The Mobile Mast Finder by Ofcom is an application that will let you search for mobile masts in your locality and includes information about operators, mast height, as well as the frequencies and mobile standards used.
The bandwidth of a radio signal is defined as being the difference between the upper and lower frequencies of the signal. The amount of bandwidth needed for 3G services is typically as much as 15-20 MHz. Compare this with the bandwidth of 30-200 KHz used for current 2G communication and you can see that there is as much as a 500-fold increase in the amount of bandwidth required. The UK telecoms operators have had to buy 3G spectrum from Ofcom and the UK government in an auction arranged to achieve the highest possible price. The radio spectrum is organised (and sold) as a paired spectrum - a bit of spectrum in a lower frequency band, and a bit of spectrum in an upper frequency band.

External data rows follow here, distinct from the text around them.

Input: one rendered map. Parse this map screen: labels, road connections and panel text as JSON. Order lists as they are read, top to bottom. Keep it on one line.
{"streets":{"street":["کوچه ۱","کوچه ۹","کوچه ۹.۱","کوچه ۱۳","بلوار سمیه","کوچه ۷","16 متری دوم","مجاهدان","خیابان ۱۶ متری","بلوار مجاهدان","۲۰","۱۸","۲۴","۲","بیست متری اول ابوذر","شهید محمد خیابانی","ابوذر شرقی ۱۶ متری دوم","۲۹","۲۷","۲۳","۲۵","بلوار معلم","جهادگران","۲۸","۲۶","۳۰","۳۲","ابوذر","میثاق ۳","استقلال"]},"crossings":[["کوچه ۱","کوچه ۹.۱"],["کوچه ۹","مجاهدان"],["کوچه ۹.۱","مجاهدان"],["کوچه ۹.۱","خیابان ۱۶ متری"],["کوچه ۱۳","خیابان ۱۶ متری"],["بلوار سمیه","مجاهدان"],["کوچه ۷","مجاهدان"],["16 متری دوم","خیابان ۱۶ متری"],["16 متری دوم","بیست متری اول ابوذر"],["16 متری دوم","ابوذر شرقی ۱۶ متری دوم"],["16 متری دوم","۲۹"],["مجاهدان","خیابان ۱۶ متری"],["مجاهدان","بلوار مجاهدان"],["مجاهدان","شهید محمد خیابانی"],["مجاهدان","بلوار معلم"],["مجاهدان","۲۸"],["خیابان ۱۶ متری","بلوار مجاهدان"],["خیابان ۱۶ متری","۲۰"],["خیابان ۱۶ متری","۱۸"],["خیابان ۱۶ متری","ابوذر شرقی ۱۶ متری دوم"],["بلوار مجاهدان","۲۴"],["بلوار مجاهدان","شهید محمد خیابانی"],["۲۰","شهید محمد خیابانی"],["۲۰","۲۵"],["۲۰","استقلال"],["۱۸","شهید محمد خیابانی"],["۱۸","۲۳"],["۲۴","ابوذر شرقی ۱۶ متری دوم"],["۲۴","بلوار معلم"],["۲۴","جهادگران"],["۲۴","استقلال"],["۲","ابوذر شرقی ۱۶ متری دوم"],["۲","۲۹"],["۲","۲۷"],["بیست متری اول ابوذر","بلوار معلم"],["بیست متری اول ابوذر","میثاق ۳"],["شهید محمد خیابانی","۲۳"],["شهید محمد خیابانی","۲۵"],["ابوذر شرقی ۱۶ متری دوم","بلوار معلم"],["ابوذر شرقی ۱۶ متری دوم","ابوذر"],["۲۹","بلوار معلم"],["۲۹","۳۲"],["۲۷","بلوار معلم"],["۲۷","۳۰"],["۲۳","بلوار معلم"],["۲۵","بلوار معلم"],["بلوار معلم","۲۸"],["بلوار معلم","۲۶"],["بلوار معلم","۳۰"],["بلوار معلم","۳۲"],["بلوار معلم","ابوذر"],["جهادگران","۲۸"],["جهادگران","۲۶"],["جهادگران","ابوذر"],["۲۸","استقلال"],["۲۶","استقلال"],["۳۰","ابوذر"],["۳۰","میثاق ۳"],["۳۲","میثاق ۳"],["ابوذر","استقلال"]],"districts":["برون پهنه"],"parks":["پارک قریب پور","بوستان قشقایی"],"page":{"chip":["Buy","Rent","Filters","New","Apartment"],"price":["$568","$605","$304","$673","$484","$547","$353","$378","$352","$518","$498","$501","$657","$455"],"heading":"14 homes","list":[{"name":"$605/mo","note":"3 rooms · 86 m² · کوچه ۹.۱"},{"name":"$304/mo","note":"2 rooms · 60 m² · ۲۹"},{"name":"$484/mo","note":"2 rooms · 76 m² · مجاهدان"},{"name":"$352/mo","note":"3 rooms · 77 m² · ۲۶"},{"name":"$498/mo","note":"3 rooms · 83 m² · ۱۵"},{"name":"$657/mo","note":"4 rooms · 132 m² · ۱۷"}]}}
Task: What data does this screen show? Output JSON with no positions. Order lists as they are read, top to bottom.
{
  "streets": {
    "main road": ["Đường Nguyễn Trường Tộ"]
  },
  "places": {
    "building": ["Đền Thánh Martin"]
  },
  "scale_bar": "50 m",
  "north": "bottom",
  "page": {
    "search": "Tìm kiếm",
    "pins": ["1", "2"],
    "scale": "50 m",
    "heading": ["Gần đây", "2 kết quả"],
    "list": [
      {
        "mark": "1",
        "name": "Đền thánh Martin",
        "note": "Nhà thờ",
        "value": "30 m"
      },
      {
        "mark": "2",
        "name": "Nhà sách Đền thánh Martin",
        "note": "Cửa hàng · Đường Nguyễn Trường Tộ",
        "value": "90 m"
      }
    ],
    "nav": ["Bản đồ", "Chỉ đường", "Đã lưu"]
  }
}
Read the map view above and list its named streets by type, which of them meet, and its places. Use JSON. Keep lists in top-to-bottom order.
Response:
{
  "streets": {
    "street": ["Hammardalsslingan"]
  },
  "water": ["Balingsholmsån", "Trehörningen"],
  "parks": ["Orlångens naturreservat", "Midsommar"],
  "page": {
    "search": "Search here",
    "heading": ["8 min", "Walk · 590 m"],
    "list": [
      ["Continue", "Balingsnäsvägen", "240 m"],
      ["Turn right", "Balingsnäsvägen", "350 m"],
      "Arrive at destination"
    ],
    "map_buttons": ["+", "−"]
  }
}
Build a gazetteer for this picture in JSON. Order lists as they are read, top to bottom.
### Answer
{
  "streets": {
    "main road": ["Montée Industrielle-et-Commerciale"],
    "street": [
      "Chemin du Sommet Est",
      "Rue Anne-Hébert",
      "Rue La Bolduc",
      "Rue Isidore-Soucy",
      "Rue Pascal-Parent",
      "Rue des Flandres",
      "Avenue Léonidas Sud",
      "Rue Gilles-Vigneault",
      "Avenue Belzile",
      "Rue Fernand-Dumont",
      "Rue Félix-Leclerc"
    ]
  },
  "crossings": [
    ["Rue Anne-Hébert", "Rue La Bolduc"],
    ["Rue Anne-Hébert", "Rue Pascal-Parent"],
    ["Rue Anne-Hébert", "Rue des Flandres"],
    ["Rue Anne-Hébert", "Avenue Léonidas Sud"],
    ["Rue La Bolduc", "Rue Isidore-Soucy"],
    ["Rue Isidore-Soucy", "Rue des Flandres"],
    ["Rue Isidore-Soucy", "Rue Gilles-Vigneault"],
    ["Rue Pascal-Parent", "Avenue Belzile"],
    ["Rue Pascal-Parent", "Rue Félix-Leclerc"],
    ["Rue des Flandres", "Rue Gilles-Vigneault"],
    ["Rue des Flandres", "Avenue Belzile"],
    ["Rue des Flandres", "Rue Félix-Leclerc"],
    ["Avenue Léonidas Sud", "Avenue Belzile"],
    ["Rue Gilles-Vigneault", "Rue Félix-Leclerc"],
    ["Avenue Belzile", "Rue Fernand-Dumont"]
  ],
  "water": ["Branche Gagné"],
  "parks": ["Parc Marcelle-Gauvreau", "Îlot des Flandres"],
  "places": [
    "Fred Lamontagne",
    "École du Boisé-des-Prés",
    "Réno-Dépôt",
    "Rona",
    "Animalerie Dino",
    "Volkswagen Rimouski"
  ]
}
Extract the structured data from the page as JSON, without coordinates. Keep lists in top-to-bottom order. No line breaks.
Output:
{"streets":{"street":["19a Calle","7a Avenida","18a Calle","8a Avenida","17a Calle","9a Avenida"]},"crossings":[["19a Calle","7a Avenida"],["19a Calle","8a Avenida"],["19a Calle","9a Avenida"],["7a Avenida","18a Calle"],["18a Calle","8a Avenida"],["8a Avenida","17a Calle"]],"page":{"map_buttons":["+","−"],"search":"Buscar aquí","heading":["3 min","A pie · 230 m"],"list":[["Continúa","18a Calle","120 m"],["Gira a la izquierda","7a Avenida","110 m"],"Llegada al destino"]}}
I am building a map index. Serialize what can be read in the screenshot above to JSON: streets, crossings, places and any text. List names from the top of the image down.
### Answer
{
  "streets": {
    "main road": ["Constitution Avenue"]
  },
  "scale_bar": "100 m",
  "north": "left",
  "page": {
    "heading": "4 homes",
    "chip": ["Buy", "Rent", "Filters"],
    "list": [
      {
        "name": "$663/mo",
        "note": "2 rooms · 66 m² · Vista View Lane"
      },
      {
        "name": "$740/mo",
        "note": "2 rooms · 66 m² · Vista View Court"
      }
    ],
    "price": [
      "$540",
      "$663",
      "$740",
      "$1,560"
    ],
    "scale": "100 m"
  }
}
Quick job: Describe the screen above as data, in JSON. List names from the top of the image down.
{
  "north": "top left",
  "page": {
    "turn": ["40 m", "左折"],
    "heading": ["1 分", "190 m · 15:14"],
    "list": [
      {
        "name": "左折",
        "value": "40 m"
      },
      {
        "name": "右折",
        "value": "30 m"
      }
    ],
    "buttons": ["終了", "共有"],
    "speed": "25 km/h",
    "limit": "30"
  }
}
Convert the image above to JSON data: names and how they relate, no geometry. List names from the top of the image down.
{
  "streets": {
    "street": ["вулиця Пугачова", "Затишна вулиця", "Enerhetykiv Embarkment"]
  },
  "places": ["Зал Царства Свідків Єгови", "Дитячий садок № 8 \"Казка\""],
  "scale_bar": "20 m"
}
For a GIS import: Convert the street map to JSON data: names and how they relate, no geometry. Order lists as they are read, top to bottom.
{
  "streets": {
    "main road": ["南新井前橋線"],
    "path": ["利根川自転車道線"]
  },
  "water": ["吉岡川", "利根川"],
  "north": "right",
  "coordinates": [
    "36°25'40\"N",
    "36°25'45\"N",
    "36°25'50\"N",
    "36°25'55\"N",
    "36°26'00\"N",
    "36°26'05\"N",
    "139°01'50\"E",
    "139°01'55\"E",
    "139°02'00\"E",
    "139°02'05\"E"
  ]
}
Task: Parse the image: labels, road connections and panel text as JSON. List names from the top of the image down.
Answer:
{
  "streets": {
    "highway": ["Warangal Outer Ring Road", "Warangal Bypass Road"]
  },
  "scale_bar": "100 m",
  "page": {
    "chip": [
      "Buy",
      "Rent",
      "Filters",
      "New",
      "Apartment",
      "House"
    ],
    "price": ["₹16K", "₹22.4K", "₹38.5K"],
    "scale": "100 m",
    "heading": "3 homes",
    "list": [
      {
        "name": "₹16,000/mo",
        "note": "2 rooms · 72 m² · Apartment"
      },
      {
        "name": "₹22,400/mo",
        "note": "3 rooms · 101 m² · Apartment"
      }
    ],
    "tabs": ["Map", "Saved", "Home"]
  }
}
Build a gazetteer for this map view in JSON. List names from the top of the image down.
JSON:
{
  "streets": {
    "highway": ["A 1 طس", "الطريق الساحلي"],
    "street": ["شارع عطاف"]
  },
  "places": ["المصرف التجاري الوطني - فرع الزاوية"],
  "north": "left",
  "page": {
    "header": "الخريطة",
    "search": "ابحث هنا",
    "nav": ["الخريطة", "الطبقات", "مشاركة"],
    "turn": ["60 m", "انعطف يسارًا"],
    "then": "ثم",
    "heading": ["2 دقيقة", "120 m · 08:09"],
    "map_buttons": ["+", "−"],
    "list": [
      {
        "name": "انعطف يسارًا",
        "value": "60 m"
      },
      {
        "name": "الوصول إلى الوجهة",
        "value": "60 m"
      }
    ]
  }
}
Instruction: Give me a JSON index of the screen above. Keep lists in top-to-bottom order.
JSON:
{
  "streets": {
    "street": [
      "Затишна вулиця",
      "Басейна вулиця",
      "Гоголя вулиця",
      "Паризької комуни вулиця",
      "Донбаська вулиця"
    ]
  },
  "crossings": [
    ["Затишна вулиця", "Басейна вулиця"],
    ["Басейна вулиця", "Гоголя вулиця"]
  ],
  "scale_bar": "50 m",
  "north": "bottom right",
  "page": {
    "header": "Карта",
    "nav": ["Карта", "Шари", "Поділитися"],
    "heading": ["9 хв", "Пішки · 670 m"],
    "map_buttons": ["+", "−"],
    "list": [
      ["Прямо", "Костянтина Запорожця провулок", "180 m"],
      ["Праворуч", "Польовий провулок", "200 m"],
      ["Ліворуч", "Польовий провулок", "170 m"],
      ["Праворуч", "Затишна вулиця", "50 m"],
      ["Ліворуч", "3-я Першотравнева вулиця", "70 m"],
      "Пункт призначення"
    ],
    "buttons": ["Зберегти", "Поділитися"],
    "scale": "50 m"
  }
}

Paired spectrum is often specified in a form like "2x15MHz" meaning 15MHz in a lower band and 15MHz in an upper band. This technique of two users talking to each other on two separate frequencies is called Frequency Division Duplex. The spectrum system used by 3G applications is called UMTS (Universal Mobile Telephone System).
Frequency Bands Used
UMTS is quite specific about its spectrum requirements which has resulted in bidding wars for UMTS spectrum. In Europe UMTS specifies the bands 1900-2025 MHz and 2110-2200 MHz for 3G transmission. Satellite UMTS service uses the bands 1980-2010 MHz (uplink), and 2170-2200 MHz (downlink). This leaves the 1900-1980 MHz, 2010-2025 MHz, and 2110-2170 MHz bands for terrestrial UMTS (see the diagram below):
As can be seen from the diagram, UMTS FDD is designed to operate in paired frequency bands, with uplink in the 1920-1980 MHz band, and downlink in the 2110-2170 MHz band. UMTS TDD is left with the unpaired frequency bands 1900-1920 MHz, and 2010-2025 MHz.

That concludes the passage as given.